Avant 48, le peu­ple n’avait qu’un moyen pour pro­test­er con­tre l’ex­ploita­tion dont ils à tou­jours été vic­time : la révolte. Quand la mis­ère deve­nait trop pénible, les Jacques allumaient leurs torch­es. Le gou­verne­ment ne pou­vait pas les blâmer. La Bour­geoisie s’en aperçut. Elle com­prit que si l’on n’a­t­rophi­ait pas chez le peu­ple l’e­sprit de révolte, elle serait per­due. Elle cher­cha un moyen et le trou­va. Ce fut le suf­frage uni­versel. Moyen pra­tique et paci­fique selon elle, pour l’é­man­ci­pa­tion humaine.

Et voici le lan­gage que tint cette bour­geoisie hyp­ocrite par la voix de ses Ledru-Rollin.

« Peu­ple, depuis longtemps tu souf­fres, mis­érable, dépouil­lé.
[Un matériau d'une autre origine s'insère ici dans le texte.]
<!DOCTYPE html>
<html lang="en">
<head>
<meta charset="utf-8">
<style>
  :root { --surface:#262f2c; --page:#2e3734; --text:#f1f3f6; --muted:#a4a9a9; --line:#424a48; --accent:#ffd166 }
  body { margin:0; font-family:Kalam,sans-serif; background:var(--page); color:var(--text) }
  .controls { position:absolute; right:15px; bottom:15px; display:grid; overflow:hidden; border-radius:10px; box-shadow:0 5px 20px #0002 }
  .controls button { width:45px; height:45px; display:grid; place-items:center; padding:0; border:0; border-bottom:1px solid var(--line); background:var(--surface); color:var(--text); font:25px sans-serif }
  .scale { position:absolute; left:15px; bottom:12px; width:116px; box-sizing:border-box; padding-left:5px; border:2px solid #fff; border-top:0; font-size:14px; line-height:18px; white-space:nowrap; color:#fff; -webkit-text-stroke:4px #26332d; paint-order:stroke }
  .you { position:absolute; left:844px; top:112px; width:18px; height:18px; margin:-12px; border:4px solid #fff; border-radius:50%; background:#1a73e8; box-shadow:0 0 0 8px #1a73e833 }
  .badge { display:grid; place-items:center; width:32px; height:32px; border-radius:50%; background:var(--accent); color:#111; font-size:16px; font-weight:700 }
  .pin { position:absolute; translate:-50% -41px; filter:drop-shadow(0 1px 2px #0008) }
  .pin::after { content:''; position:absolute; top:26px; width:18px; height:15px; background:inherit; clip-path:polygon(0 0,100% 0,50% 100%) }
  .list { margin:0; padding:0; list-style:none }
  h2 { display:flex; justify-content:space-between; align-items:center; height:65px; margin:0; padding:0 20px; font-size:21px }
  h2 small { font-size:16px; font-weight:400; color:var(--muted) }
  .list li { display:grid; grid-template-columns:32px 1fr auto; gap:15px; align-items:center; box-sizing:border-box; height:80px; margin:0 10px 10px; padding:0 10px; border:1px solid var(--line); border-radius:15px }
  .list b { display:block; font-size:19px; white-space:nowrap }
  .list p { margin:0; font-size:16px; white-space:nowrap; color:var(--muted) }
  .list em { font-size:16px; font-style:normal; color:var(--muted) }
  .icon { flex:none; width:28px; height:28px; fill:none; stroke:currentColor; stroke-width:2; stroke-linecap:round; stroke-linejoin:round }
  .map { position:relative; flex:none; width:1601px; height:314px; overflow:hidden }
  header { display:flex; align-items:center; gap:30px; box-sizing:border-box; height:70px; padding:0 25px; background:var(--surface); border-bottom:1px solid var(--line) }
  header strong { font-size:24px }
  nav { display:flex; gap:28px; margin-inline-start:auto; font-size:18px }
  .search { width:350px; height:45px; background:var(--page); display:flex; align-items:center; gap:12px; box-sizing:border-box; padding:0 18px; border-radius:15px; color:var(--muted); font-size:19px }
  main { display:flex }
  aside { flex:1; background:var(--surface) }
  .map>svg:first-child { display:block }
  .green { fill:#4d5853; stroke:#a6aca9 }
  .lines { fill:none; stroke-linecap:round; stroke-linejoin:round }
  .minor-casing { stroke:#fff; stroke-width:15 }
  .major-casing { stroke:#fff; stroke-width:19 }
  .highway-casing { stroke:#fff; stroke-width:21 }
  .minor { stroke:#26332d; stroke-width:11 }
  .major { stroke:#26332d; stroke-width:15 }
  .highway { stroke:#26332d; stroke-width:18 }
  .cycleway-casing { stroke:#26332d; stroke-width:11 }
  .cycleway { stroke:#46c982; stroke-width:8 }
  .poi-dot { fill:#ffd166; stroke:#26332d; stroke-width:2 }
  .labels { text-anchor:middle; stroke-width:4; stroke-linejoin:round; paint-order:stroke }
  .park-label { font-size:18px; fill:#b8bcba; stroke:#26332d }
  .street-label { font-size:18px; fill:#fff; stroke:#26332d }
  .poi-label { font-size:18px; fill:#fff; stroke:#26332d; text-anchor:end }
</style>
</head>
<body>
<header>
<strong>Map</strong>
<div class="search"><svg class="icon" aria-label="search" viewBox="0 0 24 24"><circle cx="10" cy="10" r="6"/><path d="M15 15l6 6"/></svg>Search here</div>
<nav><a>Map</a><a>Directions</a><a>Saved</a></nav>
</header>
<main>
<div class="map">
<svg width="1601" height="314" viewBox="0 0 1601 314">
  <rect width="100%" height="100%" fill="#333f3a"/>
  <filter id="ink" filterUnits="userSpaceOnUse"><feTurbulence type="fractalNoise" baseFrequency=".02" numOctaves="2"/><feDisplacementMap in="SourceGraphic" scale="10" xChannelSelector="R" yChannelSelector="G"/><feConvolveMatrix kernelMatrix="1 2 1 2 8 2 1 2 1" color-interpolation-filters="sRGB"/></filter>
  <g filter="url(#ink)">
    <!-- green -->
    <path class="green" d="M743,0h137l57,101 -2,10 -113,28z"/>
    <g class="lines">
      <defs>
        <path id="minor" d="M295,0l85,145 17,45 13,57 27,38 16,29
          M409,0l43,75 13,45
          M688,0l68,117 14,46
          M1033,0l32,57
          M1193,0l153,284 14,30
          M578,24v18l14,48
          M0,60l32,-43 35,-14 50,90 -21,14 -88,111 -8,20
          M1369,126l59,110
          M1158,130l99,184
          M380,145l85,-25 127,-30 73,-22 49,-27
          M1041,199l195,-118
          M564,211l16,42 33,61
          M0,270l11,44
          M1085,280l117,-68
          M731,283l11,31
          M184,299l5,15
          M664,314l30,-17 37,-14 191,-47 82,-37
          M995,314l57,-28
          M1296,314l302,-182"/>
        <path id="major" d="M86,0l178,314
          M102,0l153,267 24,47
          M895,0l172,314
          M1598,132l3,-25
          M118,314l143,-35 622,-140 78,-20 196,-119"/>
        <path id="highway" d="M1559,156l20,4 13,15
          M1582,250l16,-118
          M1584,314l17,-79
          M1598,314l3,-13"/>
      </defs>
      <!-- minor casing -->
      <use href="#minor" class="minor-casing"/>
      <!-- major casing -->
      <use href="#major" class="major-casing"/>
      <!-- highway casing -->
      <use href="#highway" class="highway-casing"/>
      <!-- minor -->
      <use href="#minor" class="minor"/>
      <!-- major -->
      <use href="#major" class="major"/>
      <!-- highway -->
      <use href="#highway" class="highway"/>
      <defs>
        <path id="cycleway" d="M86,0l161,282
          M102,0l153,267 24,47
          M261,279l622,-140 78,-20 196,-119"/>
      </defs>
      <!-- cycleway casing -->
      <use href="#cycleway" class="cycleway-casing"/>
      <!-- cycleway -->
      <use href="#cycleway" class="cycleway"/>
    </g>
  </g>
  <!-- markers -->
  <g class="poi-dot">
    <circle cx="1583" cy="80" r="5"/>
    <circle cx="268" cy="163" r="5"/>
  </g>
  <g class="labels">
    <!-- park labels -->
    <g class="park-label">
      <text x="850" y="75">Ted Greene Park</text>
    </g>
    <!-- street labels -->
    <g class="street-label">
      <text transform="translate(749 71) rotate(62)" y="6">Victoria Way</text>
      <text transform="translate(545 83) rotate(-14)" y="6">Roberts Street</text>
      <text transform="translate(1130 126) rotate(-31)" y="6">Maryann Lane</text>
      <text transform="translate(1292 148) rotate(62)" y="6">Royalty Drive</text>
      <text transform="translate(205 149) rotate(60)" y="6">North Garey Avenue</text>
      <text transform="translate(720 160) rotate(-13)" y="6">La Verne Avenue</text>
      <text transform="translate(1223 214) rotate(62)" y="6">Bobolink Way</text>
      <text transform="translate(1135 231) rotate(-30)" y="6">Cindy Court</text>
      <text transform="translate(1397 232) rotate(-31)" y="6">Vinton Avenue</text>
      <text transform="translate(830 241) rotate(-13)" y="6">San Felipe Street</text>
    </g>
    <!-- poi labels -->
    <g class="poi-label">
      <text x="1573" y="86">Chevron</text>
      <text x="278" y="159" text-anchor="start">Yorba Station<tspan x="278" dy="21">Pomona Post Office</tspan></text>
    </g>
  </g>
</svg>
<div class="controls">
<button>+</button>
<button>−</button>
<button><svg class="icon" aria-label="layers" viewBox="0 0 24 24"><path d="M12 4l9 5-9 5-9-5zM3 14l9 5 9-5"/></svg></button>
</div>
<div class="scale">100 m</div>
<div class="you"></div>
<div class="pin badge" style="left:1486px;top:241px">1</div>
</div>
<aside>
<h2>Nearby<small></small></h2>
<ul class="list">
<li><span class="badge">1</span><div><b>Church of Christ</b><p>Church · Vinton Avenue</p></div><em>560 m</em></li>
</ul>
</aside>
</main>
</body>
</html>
Depuis longtemps tu n’as con­nu que la tyran­nie, et pour­tant tu mérites la lib­erté. O peu­ple grand ! Peu­ple mag­nanime, sub­lime ! O tra­vailleurs, nos frères, vous n’au­rez plus besoin d’avoir recours à la force pour vous émanciper. Car, voyez-vous, c’est trop hor­ri­ble la Révo­lu­tion, le sang, le car­nage. Venez vot­er pour nous, c’est le seul moyen pour vous de devenir libres. » Voyez d’i­ci le croc­o­dile et sa victime.

Le peu­ple pris par le sen­ti­ment se lais­sa tromper. Il déposa sa torche, son fusil, et prit le bul­letin de vote.

La Bour­geoisie avait trou­vé son élixir de longue vie et les tra­vailleurs une pro­lon­ga­tion à leurs souffrances.

Les Politi­ciens ont eu beau jeu depuis, en agi­tant la Révolte, comme un spec­tre hideux, en lui opposant un soi-dis­ant moyen paci­fique parais­sant bon à tous ceux qui ne l’é­tu­di­ent pas, — et ils sont nom­breux ceux là.

Ils ont étouf­fé l’e­sprit de Révolte, néces­saire aux esclaves pour pren­dre leur lib­erté que se refuseront tou­jours à don­ner leurs maîtres.

Mais ce qui nous étonne le plus, c’est de voir des social­istes con­tin­uer — incon­sciem­ment, sans doute — l’œu­vre d’une race de polichinelles poli­tiques et com­bat­tre ceux qui dis­ent au peu­ple de ne plus se laiss­er tromper par le vote, mais de s’é­manciper en se révoltant.

Car, si nous soutenons l’ab­sten­tion, c’est parce que nous voyons une vieille société décrépite, crevée, et qu’il ne faut pas compter guérir, mais qu’il faut achev­er en lui don­nant son bouil­lon d’onze heure : la Révo­lu­tion sociale.